Oak Cliff, 10.29.2024

It was a night of happy accidents at The Wild Detectives. Ernesto Monteil had originally booked it as an evening of experimental percussion, with touring artist Will Guthrie and local light Gerard Bendiks (Swirve, Magga Orchestra, Tidbits). But Guthrie asked if there was a guitarist available who'd played with Ronald Shannon Jackson -- an idol and influence on the Australian percussionist (currently based in France) -- and so Gregg Prickett, who'd played in Shannon's Decoding Society on the harmolodic icon's last-ever show at the Kessler Theater, back in 2012, was added to the bill. Coincidentally, Bendiks opted to perform with his Tidbits bandmate, guitarist Kenny Withrow (New Bohemians, Forgotten Space). And so the stage was set for two improvising drum-guitar duos, with rock dynamics.

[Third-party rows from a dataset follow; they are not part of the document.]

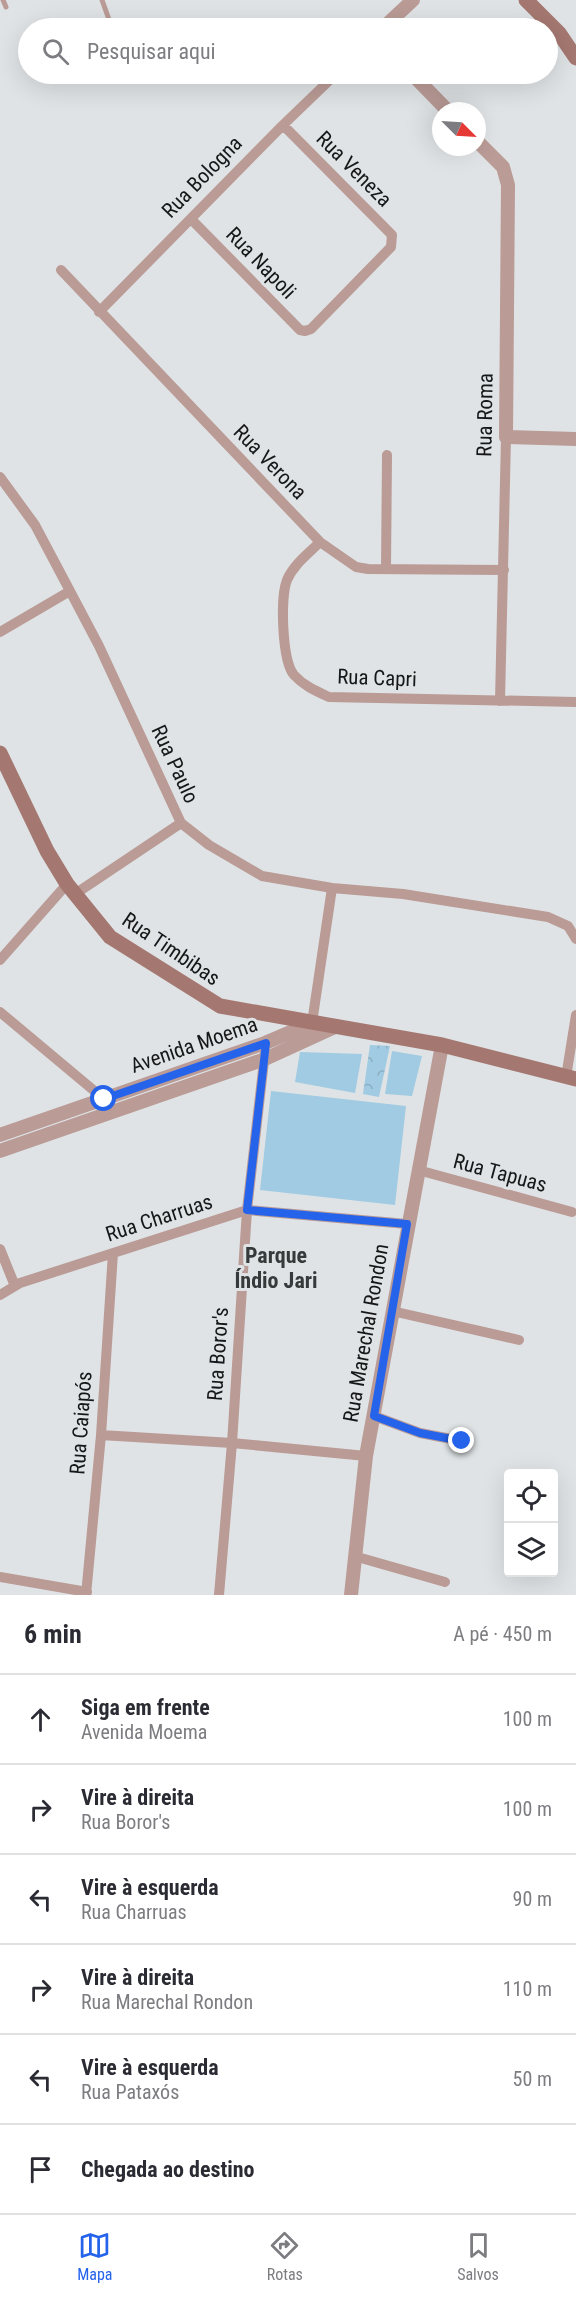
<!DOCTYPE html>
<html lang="pt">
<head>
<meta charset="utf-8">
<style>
  :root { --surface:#fff; --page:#f2f2f3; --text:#2b2b33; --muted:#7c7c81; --line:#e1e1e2; --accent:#2563eb }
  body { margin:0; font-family:"Roboto Condensed",sans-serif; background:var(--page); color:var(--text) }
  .controls { position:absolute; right:18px; bottom:18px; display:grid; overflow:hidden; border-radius:6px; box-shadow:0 6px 24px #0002 }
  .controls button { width:54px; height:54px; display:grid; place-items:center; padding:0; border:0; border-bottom:2px solid var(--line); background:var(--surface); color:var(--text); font:30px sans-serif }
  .compass { position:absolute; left:432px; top:102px; width:54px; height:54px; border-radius:50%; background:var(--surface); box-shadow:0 6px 24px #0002; rotate:114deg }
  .stop { position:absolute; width:18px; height:18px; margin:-14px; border:4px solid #2563eb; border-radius:50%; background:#fff }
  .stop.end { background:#2563eb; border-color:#fff; box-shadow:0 2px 6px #0008 }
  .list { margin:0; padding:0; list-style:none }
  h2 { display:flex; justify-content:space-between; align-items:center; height:78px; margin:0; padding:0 24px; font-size:26px }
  h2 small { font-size:20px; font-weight:400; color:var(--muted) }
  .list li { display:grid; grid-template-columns:39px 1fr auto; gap:18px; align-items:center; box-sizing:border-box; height:90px; padding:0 24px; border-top:2px solid var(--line) }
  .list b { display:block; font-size:22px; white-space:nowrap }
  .list p { margin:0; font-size:20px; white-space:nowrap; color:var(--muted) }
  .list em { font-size:20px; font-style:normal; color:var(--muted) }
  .icon { flex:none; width:33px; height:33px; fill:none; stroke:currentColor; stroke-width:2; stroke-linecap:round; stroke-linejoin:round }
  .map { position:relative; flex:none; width:576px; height:1595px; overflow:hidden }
  .search { position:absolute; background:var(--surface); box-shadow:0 6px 24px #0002; left:18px; right:18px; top:18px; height:66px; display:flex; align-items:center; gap:15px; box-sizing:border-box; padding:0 21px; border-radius:33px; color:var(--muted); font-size:22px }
  .sheet { height:618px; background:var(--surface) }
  nav { display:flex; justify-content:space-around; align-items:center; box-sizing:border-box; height:84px; border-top:2px solid var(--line); background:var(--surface); font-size:16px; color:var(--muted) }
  nav a { display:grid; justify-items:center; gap:3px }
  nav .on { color:var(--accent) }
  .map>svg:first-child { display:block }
</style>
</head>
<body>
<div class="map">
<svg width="576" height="1595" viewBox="0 0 576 1595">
  <defs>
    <pattern id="park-crowns" width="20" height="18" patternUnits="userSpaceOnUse" patternTransform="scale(1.5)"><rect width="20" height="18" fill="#a0cbe2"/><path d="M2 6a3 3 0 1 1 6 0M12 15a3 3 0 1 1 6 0" fill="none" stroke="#89aec1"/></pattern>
  </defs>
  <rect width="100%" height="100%" fill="#dfe3e5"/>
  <!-- grass -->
  <path fill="#a0cbe2" d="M 392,1051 L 422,1056 L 412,1096 L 385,1094 Z
    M 300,1052 L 362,1054 L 355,1093 L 295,1082 Z
    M 271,1091 L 406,1106 L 395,1205 L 260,1190 Z"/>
  <!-- park -->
  <path fill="url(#park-crowns)" d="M 370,1045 L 390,1046 L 379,1097 L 363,1094 Z"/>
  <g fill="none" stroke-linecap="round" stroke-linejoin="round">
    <!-- service -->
    <path stroke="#ba9b96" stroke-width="5" d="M 3,0 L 6,7
      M 102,0 L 112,28"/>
    <!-- minor -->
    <path stroke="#ba9b96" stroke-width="10" d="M 191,219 L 300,330 L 305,331 L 311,329 L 391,247 L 392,235 L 283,125
      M 61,270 L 320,542 L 356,567 L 368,569 L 504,570
      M 99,312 L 283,125 L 336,74
      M 0,477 L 35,525 L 70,591 L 99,646 L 181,823 L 209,845 L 262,876 L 332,888 L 403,894 L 548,917 L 568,926 L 576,939
      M 320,542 C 308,554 294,564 287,580 C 280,597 282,661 294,675 C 304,686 316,691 329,697 L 576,702
      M 386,569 L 387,455
      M 0,632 L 70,591
      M 500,701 L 506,437
      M 75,894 L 181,823
      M 0,960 L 67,884
      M 0,1012 L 104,1099
      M 312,1023 L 332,888
      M 566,1077 L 576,1015
      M 418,1170 L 572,1212
      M 0,1249 L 15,1286
      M 0,1295 L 20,1283 L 247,1210 L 407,1224
      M 392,1311 L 519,1340
      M 374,1416 L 420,1433 L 462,1441
      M 101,1435 L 232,1443 L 366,1456
      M 354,1556 L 445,1582
      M 0,1577 L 87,1592
      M 86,1595 L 101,1435 L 113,1253
      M 219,1595 L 232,1443 L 247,1210 L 265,1052"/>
    <!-- tertiary -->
    <path stroke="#ba9b96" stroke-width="14" d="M 383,28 L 413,0
      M 412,74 L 448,111
      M 477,141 L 503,167 L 508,185 L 506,437 L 576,439
      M 0,1135 L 265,1043 L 312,1023
      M 0,1151 L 265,1059 L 335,1027
      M 351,1595 L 366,1456 L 442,1045"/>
    <!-- secondary -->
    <path stroke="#a47871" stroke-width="15" d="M 526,0 L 559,33 L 576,58
      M 0,753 L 47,851 L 67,884 L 110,937 L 220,1006 L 442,1045 L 576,1079"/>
  </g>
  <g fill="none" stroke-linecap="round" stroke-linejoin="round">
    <!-- route -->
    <path stroke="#2563eb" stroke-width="8" d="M 104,1099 L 266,1043 L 247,1210 L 407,1224 L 374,1416 L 420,1433 L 462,1441"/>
  </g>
  <g text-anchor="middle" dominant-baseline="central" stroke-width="6" stroke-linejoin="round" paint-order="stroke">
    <!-- street labels -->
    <g font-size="21" fill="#161718" stroke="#dfe3e5">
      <text transform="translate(354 169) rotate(45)">Rua Veneza</text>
      <text transform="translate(202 177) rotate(-46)">Rua Bologna</text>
      <text transform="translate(261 263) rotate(46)">Rua Napoli</text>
      <text transform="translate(485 415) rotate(-89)">Rua Roma</text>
      <text transform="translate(270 462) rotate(46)">Rua Verona</text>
      <text transform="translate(377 678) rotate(2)">Rua Capri</text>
      <text transform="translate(175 764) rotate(65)">Rua Paulo</text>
      <text transform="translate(171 949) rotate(34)">Rua Timbibas</text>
      <text transform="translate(194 1045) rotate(-19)">Avenida Moema</text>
      <text transform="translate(500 1173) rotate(15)">Rua Tapuas</text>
      <text transform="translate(159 1218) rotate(-18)">Rua Charruas</text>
      <text transform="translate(366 1333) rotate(-80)">Rua Marechal Rondon</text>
      <text transform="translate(218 1354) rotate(-86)">Rua Boror's</text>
      <text transform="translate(81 1423) rotate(-86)">Rua Caiapós</text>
    </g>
    <!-- neighbourhood labels -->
    <g font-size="22" font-weight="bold" fill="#373a3b" stroke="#dfe3e5">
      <text x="276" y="1255">Parque<tspan x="276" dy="25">Índio Jari</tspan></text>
    </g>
  </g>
</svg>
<div class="controls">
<button><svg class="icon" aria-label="locate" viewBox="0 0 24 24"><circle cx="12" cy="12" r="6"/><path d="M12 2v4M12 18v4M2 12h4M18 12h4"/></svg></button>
<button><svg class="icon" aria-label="layers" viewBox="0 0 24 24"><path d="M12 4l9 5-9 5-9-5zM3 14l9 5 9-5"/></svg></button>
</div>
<svg class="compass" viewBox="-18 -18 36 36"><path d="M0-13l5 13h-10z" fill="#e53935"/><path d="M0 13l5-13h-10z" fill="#7c7c81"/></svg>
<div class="stop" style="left:104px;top:1099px"></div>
<div class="stop end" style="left:462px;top:1441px"></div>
<div class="search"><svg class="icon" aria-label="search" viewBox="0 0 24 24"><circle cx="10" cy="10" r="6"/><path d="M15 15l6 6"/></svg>Pesquisar aqui</div>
</div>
<section class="sheet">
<h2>6 min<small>A pé · 450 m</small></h2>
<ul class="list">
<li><svg class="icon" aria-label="ahead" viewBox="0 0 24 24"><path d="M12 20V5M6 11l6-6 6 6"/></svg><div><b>Siga em frente</b><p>Avenida Moema</p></div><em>100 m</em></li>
<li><svg class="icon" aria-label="right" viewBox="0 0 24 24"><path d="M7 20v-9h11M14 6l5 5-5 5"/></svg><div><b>Vire à direita</b><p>Rua Boror's</p></div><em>100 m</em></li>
<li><svg class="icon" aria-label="left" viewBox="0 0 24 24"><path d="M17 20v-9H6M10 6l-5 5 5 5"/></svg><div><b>Vire à esquerda</b><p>Rua Charruas</p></div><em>90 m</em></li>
<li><svg class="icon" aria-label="right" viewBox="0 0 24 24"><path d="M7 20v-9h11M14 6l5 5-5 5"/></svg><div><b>Vire à direita</b><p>Rua Marechal Rondon</p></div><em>110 m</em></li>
<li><svg class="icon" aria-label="left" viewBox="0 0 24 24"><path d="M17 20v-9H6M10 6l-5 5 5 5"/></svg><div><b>Vire à esquerda</b><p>Rua Pataxós</p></div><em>50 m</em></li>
<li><svg class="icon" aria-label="arrive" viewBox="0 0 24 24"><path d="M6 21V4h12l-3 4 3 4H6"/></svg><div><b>Chegada ao destino</b></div></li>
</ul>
</section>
<nav>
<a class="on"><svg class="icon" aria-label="map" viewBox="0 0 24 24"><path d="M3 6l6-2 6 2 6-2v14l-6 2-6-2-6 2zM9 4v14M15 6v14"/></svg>Mapa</a>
<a><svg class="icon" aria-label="directions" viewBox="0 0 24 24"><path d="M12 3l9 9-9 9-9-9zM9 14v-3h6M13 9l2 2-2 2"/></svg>Rotas</a>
<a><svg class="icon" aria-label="saved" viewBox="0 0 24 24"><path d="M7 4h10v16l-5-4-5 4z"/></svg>Salvos</a>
</nav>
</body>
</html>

Gregg Prickett's been playing out a lot this year, but usually in contexts without a drummer, so tonight we got to hear a side of him not heard since the days of Unconscious Collective (with Stefan Gonzalez on drums) -- using a more aggressive and percussive right hand attack than he's employed recently. Guthrie, who's studied gamelan music in Indonesia, demonstrated that he's learned his lessons from Shannon well, playing from the kick drum up in the manner of the master. One could hear echoes of the I.M. Terrell High School drum line and Jacksboro Highway roadhouses in his thunderous polylrhythms. 

The piece they opened with was Shannon's "Mama Plays the Guitar," performed at the Kessler and revived here with the force of a tidal wave. The second piece was equally furious, with Prickett using his octave pedal and some echo effects, while Guthrie was all over the kit, using small instruments as well as sticks to strike the drums. They closed with a more meditative piece, with Prickett providing a pulsing drone (and using a mighty impressive two-octave stretch) while Guthrie used light beaters to dance over cymbals, gongs, and singing bowls. 

Earlier, Withrow and Bendiks showcased a musical telepathy honed over years of playing together, picking up their musical conversation from where it left off four years ago. Withrow demonstrated the proper use of sampling and delay pedals, creating loops of varied textures and tempos which Bendiks responded to deftly. Then the guitarist used his Gretsch and Gibson instruments to fill the sonic space with edgy lines, drenched with distortion, wah, and feedback. Bendiks reminded us that he's a groover as well as a free improviser. 

At one point I heard scratchy guitar while Withrow's hands weren't even touching his instrument and realized that Bendiks had recorded a noise guitar loop before they started and timed it to occur at a random point in the improvisation. At another moment, Withrow recorded a slide guitar loop without intending to, and when he realized what he'd done, he just laid back and let the ghost in the machine play. Before the set began, Bendiks had asked audience members to set their phone alarms for 35 minutes after start time, "and make it LOUD!" The musicians were winding down when the collective alarms sounded. When I asked Bendiks if he'd known what time it was, he attributed it to "a sixth sense." When I see things I don't comprehend but know that they're real, I call it magic.

Tomorrow night, Guthrie will be at Molten Plains at Rubber Gloves in Denton, on a bill with California-based saxophonist-composer Rob Magill and a trio of Dentonites Kristina Smith, Rachel Weaver, and Stephen Lucas. You owe it to yourself.